<<<<

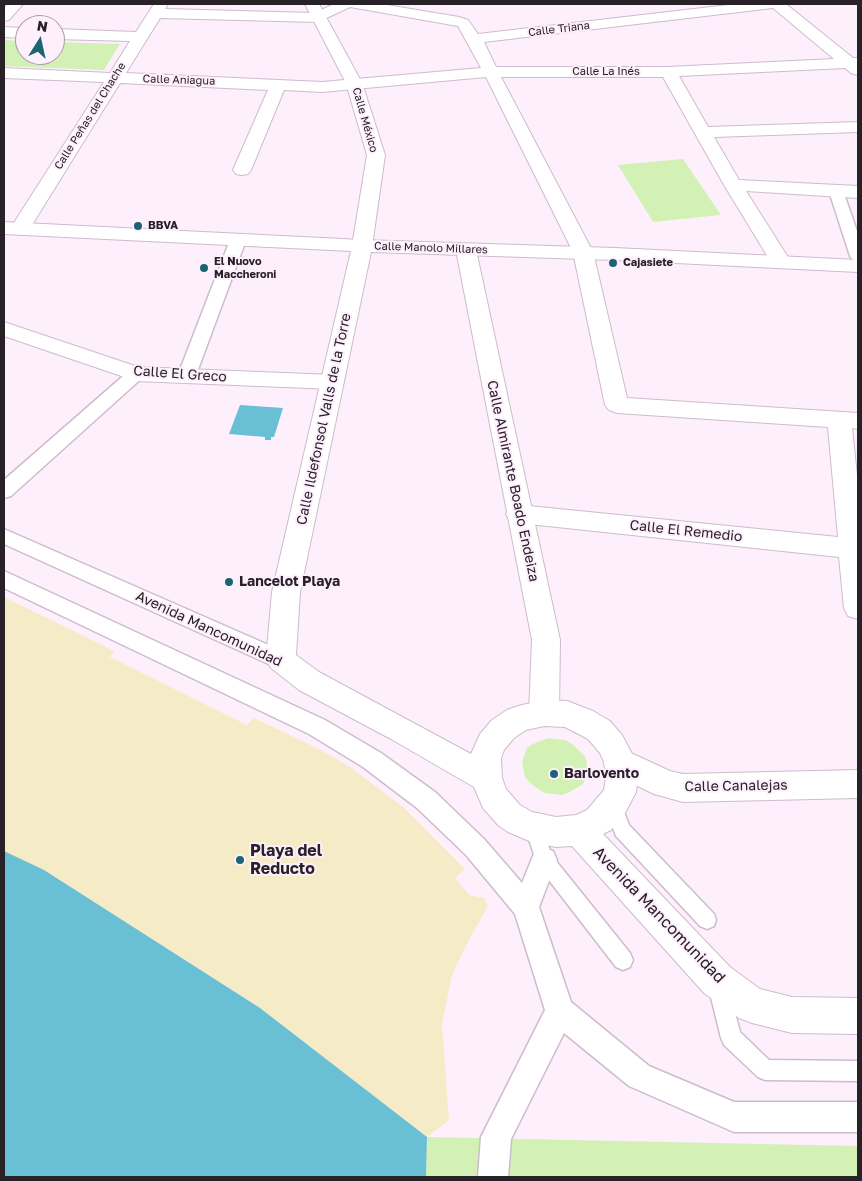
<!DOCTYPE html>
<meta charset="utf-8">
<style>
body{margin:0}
#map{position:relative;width:862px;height:1181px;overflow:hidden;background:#feeffd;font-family:"Golos Text",sans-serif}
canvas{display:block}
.frame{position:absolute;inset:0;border:5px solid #282128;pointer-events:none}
.north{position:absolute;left:15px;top:15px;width:50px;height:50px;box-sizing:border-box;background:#feeffd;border:1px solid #a89da8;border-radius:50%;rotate:10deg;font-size:14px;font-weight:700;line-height:20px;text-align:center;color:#282128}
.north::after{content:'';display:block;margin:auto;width:18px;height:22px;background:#1b6572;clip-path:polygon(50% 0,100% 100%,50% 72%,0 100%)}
</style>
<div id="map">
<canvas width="862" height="1181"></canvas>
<div class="frame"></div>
<div class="north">N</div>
</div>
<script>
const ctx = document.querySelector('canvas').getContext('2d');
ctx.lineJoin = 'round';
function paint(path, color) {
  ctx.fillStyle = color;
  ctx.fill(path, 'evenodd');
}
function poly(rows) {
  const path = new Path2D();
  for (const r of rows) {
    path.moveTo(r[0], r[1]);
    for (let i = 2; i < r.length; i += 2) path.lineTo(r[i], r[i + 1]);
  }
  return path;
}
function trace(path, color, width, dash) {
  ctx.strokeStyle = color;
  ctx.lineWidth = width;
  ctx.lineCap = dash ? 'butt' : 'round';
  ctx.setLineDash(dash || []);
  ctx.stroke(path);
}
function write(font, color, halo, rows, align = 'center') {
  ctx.font = font + ' "Golos Text",sans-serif';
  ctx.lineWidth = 4;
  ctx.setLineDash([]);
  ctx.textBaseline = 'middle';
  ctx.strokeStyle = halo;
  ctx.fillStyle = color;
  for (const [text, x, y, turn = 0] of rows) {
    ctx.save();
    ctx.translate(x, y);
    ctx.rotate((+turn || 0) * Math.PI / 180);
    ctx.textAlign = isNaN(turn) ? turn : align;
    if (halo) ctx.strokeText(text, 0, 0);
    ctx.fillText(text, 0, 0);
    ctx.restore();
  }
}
paint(poly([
 [4,40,25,41,25,55,55,55,55,42,120,44,104,70,4,66],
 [683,159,721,215,653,222,618,165],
 [548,738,565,740,572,744,584,755,587,762,586,777,583,784,570,792,562,795,544,793,530,783,525,777,522,762,527,748,533,744],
 [427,1137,858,1146,858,1177,426,1177]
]), '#d3f1b5');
paint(poly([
 [4,597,114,651,110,657,247,725,254,718,321,750,353,769,403,807,465,869,455,878,469,895,484,898,488,906,469,940,452,975,442,1025,449,1120,427,1137,260,1008,44,870,4,851]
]), '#f5ebc6');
paint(poly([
 [240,405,283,408,274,437,271,437,271,440,265,440,265,437,229,434],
 [4,851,44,870,260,1008,427,1137,426,1177,4,1177]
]), '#69bfd3');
const service = poly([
 [613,797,619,799,629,825,714,914,716,920,714,926,707,929,700,926,616,836,604,805,607,799,613,797],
 [534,820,540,822,552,856,630,953,633,960,630,967,623,970,616,967,538,866,525,828,528,822,534,820],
 [719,979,726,982,729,989,740,1032,769,1060,858,1061,858,1081,765,1080,758,1077,724,1045,721,1038,709,989,712,982,719,979]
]);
const pedestrian = poly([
 [836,187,841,188,843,191,858,234,858,261,852,259,850,256,829,191,831,188,836,187],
 [238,235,243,237,246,240,196,375,193,379,187,381,181,379,178,375,230,240,233,237,238,235],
 [136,368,142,370,145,374,142,378,11,496,4,498,4,480,130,370,136,368],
 [4,529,289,654,292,660,289,666,281,669,273,666,4,544,4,529],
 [4,571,325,720,381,753,435,792,484,839,522,883,535,851,544,848,553,851,557,860,539,907,571,1002,649,1066,734,1102,858,1102,858,1132,734,1132,629,1086,564,1033,511,1139,508,1177,478,1177,481,1137,545,1010,515,914,466,855,417,808,363,767,309,734,4,588,4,571]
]);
const minor = poly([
 [8,4,23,4,9,20,4,21,4,8,8,4],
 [154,4,168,4,165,9,315,13,334,4,381,4,459,17,468,20,478,34,737,4,786,4,853,58,858,58,857,75,851,73,845,68,679,76,708,127,858,122,858,132,714,137,739,180,858,186,858,198,746,191,791,262,788,266,781,268,774,266,771,262,724,185,663,77,501,77,593,252,627,398,858,413,858,429,852,428,858,485,858,619,848,616,844,608,839,557,519,523,510,521,506,514,510,507,519,505,838,537,828,427,617,413,609,410,605,405,573,252,486,77,322,92,284,90,251,170,248,174,242,175,236,174,233,170,268,90,120,83,27,233,20,235,13,233,10,229,104,82,4,78,4,68,110,73,130,41,55,39,55,29,136,32,154,4],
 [350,7,458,26,481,68,322,82,126,73,160,18,318,22,350,7],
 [773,8,834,59,668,67,496,67,484,42,773,8],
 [4,27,25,28,25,38,4,37,4,27],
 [4,322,138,367,333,375,341,377,344,382,341,387,333,389,136,381,4,336,4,322]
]);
const tertiary = poly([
 [305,4,319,4,362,83,385,155,372,246,369,250,362,252,355,250,352,246,367,155,346,83,305,4],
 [466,244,473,246,476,250,560,640,559,713,555,722,544,726,533,722,529,713,532,640,456,250,459,246,466,244],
 [620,748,670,771,683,774,858,770,858,798,683,802,654,794,609,772,604,762,609,752,620,748]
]);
const secondary = poly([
 [4,222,362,240,615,248,858,260,858,272,615,260,371,252,300,592,296,655,319,672,471,754,480,734,492,720,507,710,518,706,544,700,567,701,593,711,610,721,622,735,631,752,636,762,638,778,636,792,624,815,611,830,603,834,730,967,760,989,792,997,858,998,858,1034,792,1033,752,1023,739,1018,704,993,572,846,556,847,534,843,508,832,498,825,483,808,474,787,391,739,299,690,271,668,266,660,272,592,351,251,4,234,4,222],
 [544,726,565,727,588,739,600,753,604,762,606,778,604,790,587,810,576,815,556,817,532,812,520,805,506,789,502,778,501,758,504,750,514,738,526,730,544,726]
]);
trace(service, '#cdbccc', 3);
trace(pedestrian, '#cdbccc', 3);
trace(minor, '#cdbccc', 2);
trace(tertiary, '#cdbccc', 2);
trace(secondary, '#cdbccc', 2);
paint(service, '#fff');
paint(pedestrian, '#fff');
paint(minor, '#fff');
paint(tertiary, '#fff');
paint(secondary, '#fff');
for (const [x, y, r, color] of [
 [138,226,5,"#1b6572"],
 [613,263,5,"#1b6572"],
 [204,268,5,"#1b6572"],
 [229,582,5,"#1b6572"],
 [554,774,5,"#1b6572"],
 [240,860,5,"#1b6572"]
]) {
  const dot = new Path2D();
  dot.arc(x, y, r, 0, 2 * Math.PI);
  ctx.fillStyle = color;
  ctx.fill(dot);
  trace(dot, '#feeffd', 2);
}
write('11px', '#282128', '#feeffd', [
 ["Calle Triana",559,29,-7],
 ["Calle La Inés",606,72],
 ["Calle Aniagua",179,80,2],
 ["Calle Peñas del Chache",90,116,-58],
 ["Calle México",365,120,74],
 ["Calle Manolo Millares",431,248,2]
]);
write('bold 11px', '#282128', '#feeffd', [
 ["BBVA",148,226],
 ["El Nuovo",214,262],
 ["Maccheroni",214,275],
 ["Cajasiete",623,263]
], 'left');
write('14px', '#282128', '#feeffd', [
 ["Calle El Greco",180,374,4],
 ["Calle Ildefonsol Valls de la Torre",324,419,-78],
 ["Calle Almirante Boado Endeiza",513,481,78],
 ["Calle El Remedio",686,531,6],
 ["Avenida Mancomunidad",209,629,25],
 ["Calle Canalejas",736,786,-1]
]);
write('bold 14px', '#282128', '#feeffd', [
 ["Lancelot Playa",239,582],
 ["Barlovento",564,774]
], 'left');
write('bold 16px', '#282128', '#feeffd', [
 ["Playa del",250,851],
 ["Reducto",250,869]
], 'left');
write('16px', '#282128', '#feeffd', [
 ["Avenida Mancomunidad",659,915,46]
]);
</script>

>>>>

(YOUR GOAL) In the data above, count the lines where the word "rows" appears; reply with the number only.

(FINISHED TASK) 4